In December, we had a support ticket in which a customer complained that intermittently their tests were running for a long time, and then losing the output at the end, which made it frustratingly hard to debug.

This functionality relies on at least two components, we have a service that captures streamed output and a binary that executes in-dyno and runs tests and streams the test output to the streaming service.

Initially, I looked into the streamed output service, it stores the output in Redis temporarily, and when the stream is closed, stores that more permanently in S3.

The output expires from Redis (to keep memory consumption to a miminum), and the basic issue is that the binary wasn’t signalling that the stream should be closed, I looked at options for watching for the expiry and storing the output and the Redis events stream would mean that I could watch for these, but there’s no way to prevent keys being deleted, and I receive the delete-notification after the fact.

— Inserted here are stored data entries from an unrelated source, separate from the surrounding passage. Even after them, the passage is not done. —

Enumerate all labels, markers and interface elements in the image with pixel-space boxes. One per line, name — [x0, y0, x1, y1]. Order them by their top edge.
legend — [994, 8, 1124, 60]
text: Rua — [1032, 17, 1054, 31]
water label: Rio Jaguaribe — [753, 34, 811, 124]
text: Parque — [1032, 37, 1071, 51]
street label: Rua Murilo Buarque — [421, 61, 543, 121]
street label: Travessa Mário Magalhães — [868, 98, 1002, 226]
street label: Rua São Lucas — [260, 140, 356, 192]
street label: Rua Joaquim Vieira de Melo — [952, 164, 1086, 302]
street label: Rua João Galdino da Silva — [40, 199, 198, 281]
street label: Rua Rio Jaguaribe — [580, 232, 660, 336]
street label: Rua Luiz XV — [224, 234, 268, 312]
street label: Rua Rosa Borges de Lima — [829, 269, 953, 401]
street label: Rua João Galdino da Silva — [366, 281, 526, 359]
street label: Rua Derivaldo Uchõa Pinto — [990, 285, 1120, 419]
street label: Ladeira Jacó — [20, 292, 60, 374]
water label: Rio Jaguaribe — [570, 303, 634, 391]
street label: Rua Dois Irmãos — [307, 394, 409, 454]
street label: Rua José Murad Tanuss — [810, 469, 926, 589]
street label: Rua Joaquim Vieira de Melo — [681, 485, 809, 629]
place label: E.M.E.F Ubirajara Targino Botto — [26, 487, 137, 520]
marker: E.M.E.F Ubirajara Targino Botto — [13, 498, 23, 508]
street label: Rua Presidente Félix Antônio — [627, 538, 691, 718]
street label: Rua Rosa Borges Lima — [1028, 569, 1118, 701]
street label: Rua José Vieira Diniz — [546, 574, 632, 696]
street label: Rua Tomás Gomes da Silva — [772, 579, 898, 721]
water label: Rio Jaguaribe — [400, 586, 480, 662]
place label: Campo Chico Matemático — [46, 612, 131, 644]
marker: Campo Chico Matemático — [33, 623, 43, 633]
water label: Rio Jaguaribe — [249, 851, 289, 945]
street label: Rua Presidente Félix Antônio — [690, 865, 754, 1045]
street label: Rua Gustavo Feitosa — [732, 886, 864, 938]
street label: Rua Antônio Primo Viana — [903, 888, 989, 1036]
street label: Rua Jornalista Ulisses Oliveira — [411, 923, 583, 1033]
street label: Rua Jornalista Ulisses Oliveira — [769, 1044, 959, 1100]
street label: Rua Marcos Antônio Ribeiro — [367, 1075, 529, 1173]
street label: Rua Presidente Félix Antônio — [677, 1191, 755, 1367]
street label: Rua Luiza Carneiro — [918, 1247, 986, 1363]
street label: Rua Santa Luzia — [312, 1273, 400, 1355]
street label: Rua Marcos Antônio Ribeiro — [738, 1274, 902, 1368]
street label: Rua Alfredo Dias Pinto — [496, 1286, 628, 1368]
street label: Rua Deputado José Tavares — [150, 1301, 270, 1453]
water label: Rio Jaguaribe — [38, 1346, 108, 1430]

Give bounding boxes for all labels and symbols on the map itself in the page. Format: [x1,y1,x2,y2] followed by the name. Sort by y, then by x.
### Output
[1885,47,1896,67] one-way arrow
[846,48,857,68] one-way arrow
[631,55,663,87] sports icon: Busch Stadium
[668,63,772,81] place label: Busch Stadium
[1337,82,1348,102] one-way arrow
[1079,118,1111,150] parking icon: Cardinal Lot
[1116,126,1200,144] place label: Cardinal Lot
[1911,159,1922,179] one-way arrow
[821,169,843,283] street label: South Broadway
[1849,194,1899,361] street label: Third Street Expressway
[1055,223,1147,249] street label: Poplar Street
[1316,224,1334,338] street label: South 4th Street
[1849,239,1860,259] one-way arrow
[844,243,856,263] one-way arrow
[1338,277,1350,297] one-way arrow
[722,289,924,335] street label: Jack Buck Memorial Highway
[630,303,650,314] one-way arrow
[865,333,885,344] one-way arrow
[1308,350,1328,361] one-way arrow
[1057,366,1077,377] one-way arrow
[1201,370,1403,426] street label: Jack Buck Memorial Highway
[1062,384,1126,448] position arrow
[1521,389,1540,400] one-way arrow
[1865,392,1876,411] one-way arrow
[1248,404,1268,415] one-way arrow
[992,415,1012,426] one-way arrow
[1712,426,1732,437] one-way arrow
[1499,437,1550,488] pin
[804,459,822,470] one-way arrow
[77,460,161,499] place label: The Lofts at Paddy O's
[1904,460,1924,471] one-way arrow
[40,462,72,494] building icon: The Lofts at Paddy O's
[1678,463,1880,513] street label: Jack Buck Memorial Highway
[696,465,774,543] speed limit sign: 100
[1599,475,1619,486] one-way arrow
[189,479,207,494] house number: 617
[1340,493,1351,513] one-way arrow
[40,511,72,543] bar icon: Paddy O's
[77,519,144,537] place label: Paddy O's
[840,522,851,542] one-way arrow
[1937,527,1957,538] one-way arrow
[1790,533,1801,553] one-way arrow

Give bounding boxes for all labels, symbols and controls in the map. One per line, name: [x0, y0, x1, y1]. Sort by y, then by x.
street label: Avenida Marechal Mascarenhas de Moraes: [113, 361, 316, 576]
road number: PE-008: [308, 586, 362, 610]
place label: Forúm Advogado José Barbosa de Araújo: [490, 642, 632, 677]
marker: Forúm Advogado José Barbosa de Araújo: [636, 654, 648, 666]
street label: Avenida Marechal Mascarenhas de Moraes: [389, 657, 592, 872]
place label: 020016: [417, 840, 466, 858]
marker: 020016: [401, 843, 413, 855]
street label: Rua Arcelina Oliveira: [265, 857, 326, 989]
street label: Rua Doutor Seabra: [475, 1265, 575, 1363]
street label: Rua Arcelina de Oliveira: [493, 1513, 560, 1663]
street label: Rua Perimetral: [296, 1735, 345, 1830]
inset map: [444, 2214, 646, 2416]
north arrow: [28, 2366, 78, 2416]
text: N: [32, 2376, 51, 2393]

It would be possible to have two keys, and track the first key expiring to warn that the second stream was due to expire, this could work, but it wouldn’t solve the problem that the end of the streamed output was being lost.

So, back to the test-runner, and it turned out that it just wasn’t handling SIGTERM.

A simplified version of the code looks like this…

func main() {
	defer func() {
		log.Println("uploading output")
	}()
	ctx, cancel := context.WithCancel(context.Background())
	cancelOnTermination(cancel)
	cmd := exec.CommandContext(ctx, "bash", "-c", "watch date &")
	var outb, errb bytes.Buffer
	log.Printf("about to run - process has PID %d\n", os.Getpid())
	cmd.Stdout = &outb
	cmd.Stderr = &errb
	if err := cmd.Run(); err != nil {
		log.Printf("err was not nil: %v", err)
	}
	log.Println("Process terminated normally")
}

func cancelOnTermination(cancel context.CancelFunc) {
	log.Println("setting up a signal handler")
	s := make(chan os.Signal, 1)
	signal.Notify(s, syscall.SIGTERM)
	go func() {
		log.Printf("received SIGTERM %v\n", <-s)
		cancel()
	}()
}

This relies on the defer to upload the output from running the test.

This has no signal handling, so a SIGTERM results in the immediate termination of the process, and with that, no opportunity to unwind the defer and upload the output.

$ go run runner.go

and in a separate terminal

$ kill -TERM <pid>
2019/02/20 07:17:31 about to run - process has PID 83638
signal: terminated

It’s clear that running process is not executing the defer…

First attempt at a fix

func main() {
	defer func() {
		log.Println("executing the defer")
	}()
	ctx := cancelOnTermination(context.WithCancel(context.Background()))
	cmd := exec.CommandContext(ctx, "bash", "-c", "watch date &")
        cmd.SysProcAttr = &syscall.SysProcAttr{Setpgid: true}
	var outb, errb bytes.Buffer
	log.Printf("about to run - process has PID %d\n", os.Getpid())
	cmd.Stdout = &outb
	cmd.Stderr = &errb
	if err := cmd.Run(); err != nil {
		log.Printf("err was not nil: %v", err)
	}
	log.Println("Process terminated normally %s - %s", outb.String(), errb.String())
}

func cancelOnTermination(ctx context.Context, cancel context.CancelFunc) context.Context {
	log.Println("setting up a signal handler")
	s := make(chan os.Signal, 1)
	signal.Notify(s, syscall.SIGTERM)
	go func() {
		log.Printf("received SIGTERM %v\n", <-s)
		cancel()
	}()
	return ctx
}

This adds a bit of additional complexity, there’s a signal handler for SIGTERM that triggers the cancellation of the context, this sends a SIGKILL to the child process.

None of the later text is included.